Адриан. Золотой полдень
Шрифт:
Как прочистить им мозги? Как вернуть подданным ясный взгляд на самих себя, на власть, на добродетель?
Ты можешь ответить, что очень действенным средством являются казни и конфискация имущества. Все почему-то считают, что именно с этого я и начну. Поверь, я не стану колебаться в применении самых решительных, самых кровавых мер, но мне не дает покоя убийственное сомнение, что я обязан спасать в первую очередь?
Себя или государство?
Спасая государство, спасу ли я самого себя? А может, полезнее поступить наоборот — спасая себя, одновременно спасти государство?
Поверь, Лупа,
Я отдаю предпочтению варианту, при котором, спасая государство, спасу себя…»
Адриан резко отбросил тростниковое перо — знал же, наверняка знал, что писать о том, что хлынуло в этот момент из души, нельзя. Верхом глупости можно было считать желание доверить подобные откровения такому ненадежному материалу как папирус. Попади это письмо в руки его врагов, и они получат сокрушительный довод против него. Тем не менее, зуд не прекращался.
Он знал за собой порок ляпнуть что-то такое, о чем нельзя упоминать. С детства тешился удивлением, испугом, ненавистью, отвращением, порой презрением, которыми собеседники встречали его меткие, но крайне беспардонные заявления. Ничто более не вынуждало собеседника открыть свое истинное отношение к нему, как эти настойчивые — или неуклюжие? — вопросы.
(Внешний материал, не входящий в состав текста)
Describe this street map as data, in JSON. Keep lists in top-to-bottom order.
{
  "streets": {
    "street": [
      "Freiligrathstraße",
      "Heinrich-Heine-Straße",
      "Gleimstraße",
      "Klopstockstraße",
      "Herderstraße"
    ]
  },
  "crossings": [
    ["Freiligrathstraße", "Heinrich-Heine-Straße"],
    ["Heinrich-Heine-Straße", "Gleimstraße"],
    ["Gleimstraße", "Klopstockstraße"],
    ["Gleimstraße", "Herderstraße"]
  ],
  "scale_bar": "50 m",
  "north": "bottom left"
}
Взять хотя бы того же Лонга, который едва не бросился в драку, когда он упомянул о потрясающих достоинствах его жены Волусии. Но тогда это был род игры, ему многое прощалось из-за близости к императору. Теперь вовсе не хотелось нарываться.
Однако попробуй удержись?!
Давая отдых глазам, он снял оптический прибор, глянул на стену, на которой висела картина, изображавшая Платона, выступавшего перед учениками.
Знаменитому философу легко было вещать, описывая свойства запредельных идей и непобедимую силу Эроса.
Чем он рисковал?
Тем, что ученики заснут во время лекции? Не велика беда. Разбудить их поможет будильник* (сноска: Платон, с досады на засыпающих на его лекциях учеников, изобрел будильник. Именно ему мы обязаны сомнительным удовольствием просыпаться под гнусное пиликанье этого безжалостного устройства.).
Он же, Публий Адриан Август рискует всем!
В таком случае, где тот рычаг, с помощью которого он, еще не утвердившись во власти, сможет разбудить лучшие чувства, которые на глазах угасали в подданных? Неужели в борьбе с пороками самым действенным средством являются увертки, вынашивание тайных, и нередко злобных планов? Неужели рванувшаяся из души искренность есть прямой путь к гибели?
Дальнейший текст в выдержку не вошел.